Clima e viticoltura sostenibile
I cambiamenti climatici sono sotto gli occhi di tutti e sono inevitabili, occorre affrontare con coraggio le sfide che ci lanciano.
Lo scorso 28 marzo, a Roma presso la sede della Confcooperative, si è svolto un convegno che definire importante è davvero poco. Strano che ci fossero quasi esclusivamente esponenti della stampa cosiddetta “generalista” e quasi nessuno di chi si occupa di vino in modo specifico.
Ma la faccio breve. I presidenti delle associazioni delle cooperative vitivinicole di Italia, Spagna e Francia, Ruenza Santandrea, Angel Villafranca e Boris Calmette, in rappresentanza di 320.000 viticoltori che producono il 25% del vino del mondo, hanno raccontato cosa sta succedendo nelle vigne dei loro associati, cosa accade in relazione agli evidenti cambiamenti climatici e quali sono i probabili scenari che ci troveremo a dover affrontare nei prossimi anni.
Il tutto dopo un’introduzione di Luca Mercalli, meteorologo di fama internazionale, che ha spiegato come gli accordi di Parigi saranno prevedibilmente disattesi e che dobbiamo aspettarci eventi estremi nel clima già nei prossimi dieci anni e non chissà quando. Scenari impressionanti, con desertificazione di ampie zone, soprattutto in Spagna, in Grecia e da noi. Tutta la Sicilia meridionale, gran parte della Puglia, potrebbero diventare deserti in pochi decenni, città come Torino e Milano potrebbero avere nell’arco di mezzo secolo lo stesso clima che oggi c’è a Karachi, con temperature estive che potrebbero raggiungere e superare i 50 gradi e piovosità in netta diminuzione.
In viticoltura le previsioni sono che i vigneti dovranno elevarsi in media di 250 metri sul livello del mare e che si sposteranno a nord di almeno 200 chilometri rispetto ad oggi. Un disastro annunciato, che si prevede da oltre vent’anni ma che non ha la minima possibilità di essere evitato stando così le cose a livello di politica internazionale.

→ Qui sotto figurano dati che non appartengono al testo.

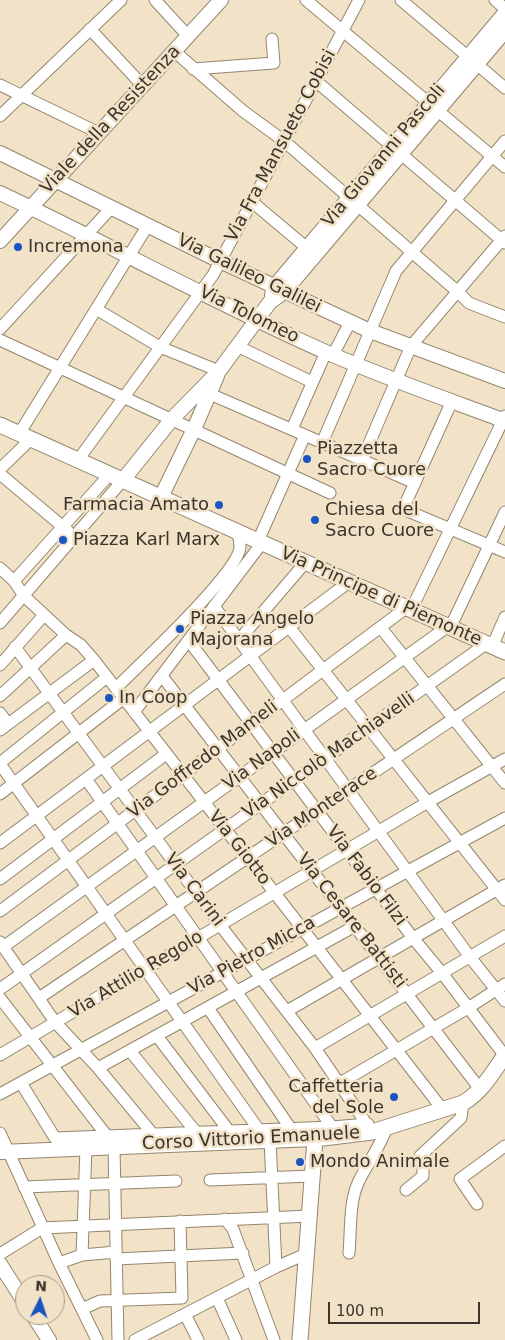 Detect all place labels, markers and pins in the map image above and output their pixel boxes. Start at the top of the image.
place label: Incremona [28,236,124,258]
marker: Incremona [12,241,24,253]
place label: Piazzetta Sacro Cuore [317,438,426,480]
marker: Piazzetta Sacro Cuore [301,453,313,465]
place label: Farmacia Amato [63,494,209,516]
marker: Farmacia Amato [213,499,225,511]
place label: Chiesa del Sacro Cuore [325,499,434,542]
marker: Chiesa del Sacro Cuore [309,514,321,526]
place label: Piazza Karl Marx [73,529,220,551]
marker: Piazza Karl Marx [57,534,69,546]
place label: Piazza Angelo Majorana [190,608,314,650]
marker: Piazza Angelo Majorana [174,623,186,635]
place label: In Coop [119,687,187,709]
marker: In Coop [103,692,115,704]
place label: Caffetteria del Sole [288,1076,384,1118]
marker: Caffetteria del Sole [388,1091,400,1103]
place label: Mondo Animale [310,1151,449,1173]
marker: Mondo Animale [294,1156,306,1168] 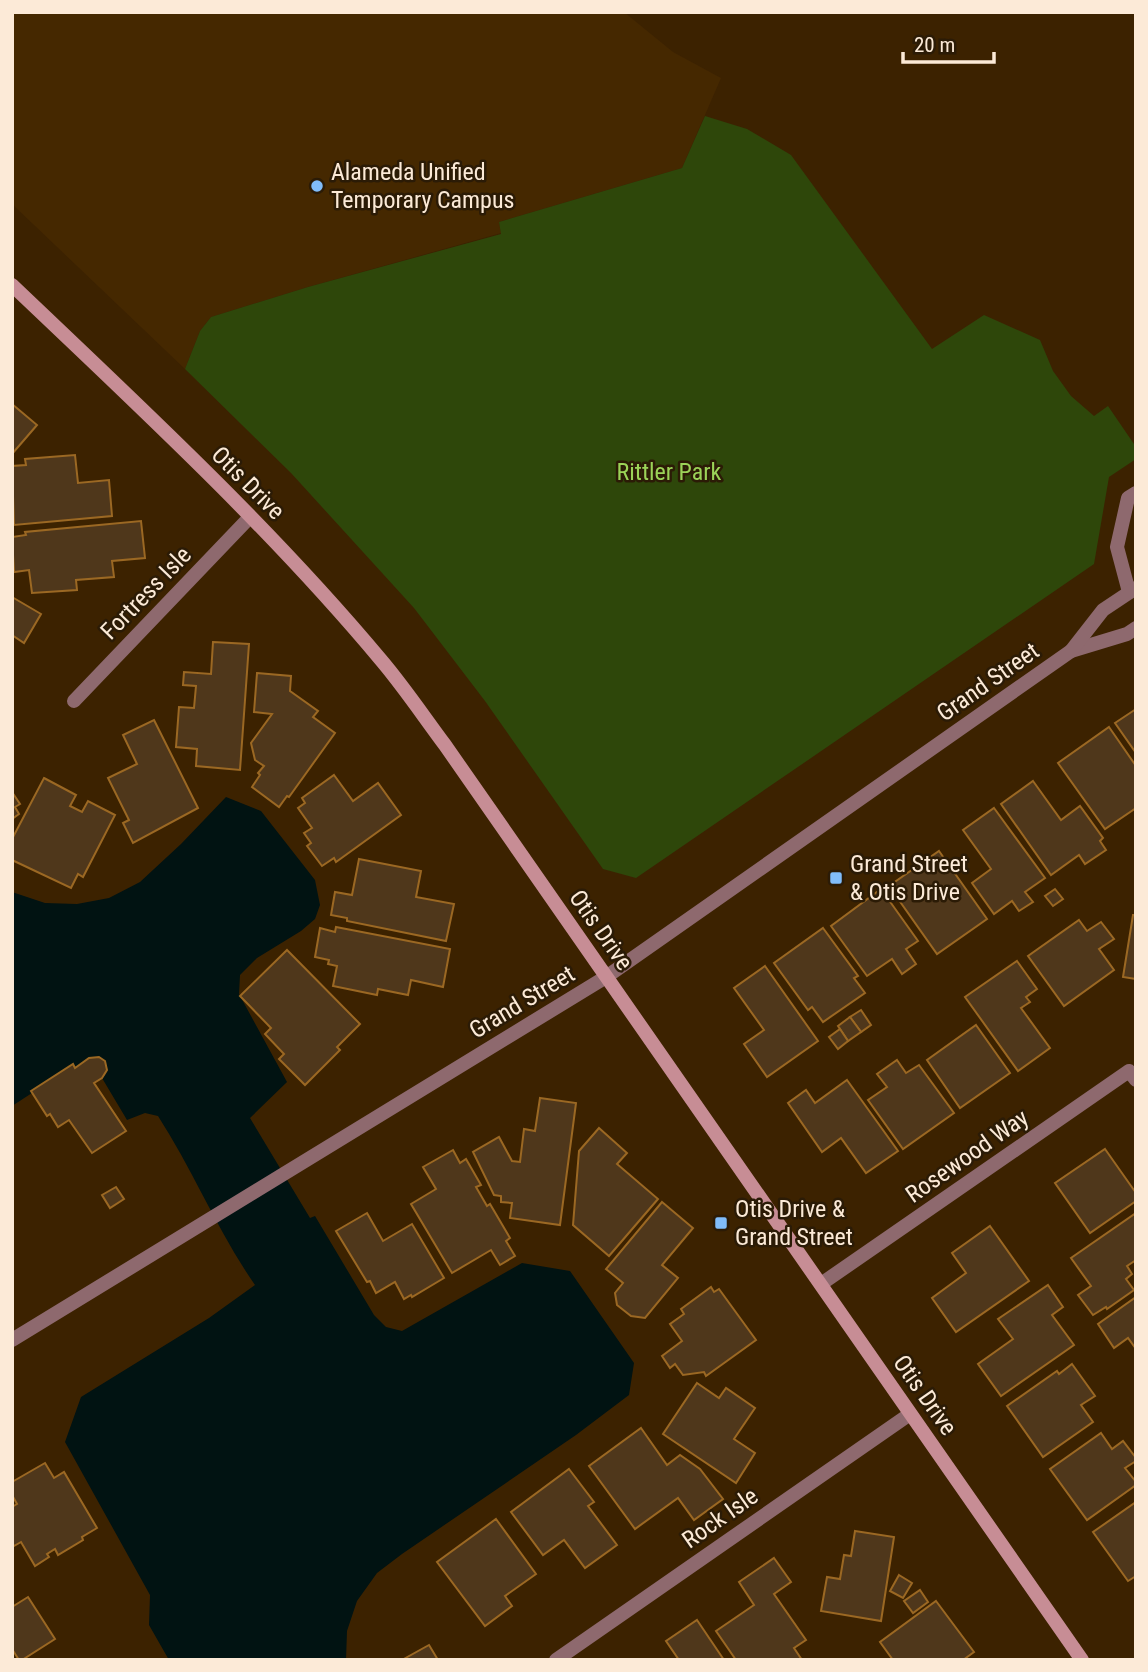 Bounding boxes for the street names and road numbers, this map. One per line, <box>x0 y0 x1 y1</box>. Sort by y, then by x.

La domanda da porsi è cosa fare, in agricoltura e in viticoltura innanzi tutto, visto che quello era il tema. La risposta è quella che hanno dato i professoriAttilio Scienza e Michele Morgante, rispettivamente delle Università di Milano e di Udine, e sta nell’intervento sulla genetica delle viti, in modo da rendere le varietà più adatte alle prossime situazioni climatiche, pena il dover rinunciare alla viticoltura. Portainnesti che necessitano di meno acqua, varietà modificate attraverso la cisgenetica e altre tecnologie per il miglioramento genetico delle piante, che sarebbero inoltre più resistenti ad agenti patogeni quali oidio, peronospora e botrytis, arrivando ad evitare l’80% circa dei trattamenti chimici in campo.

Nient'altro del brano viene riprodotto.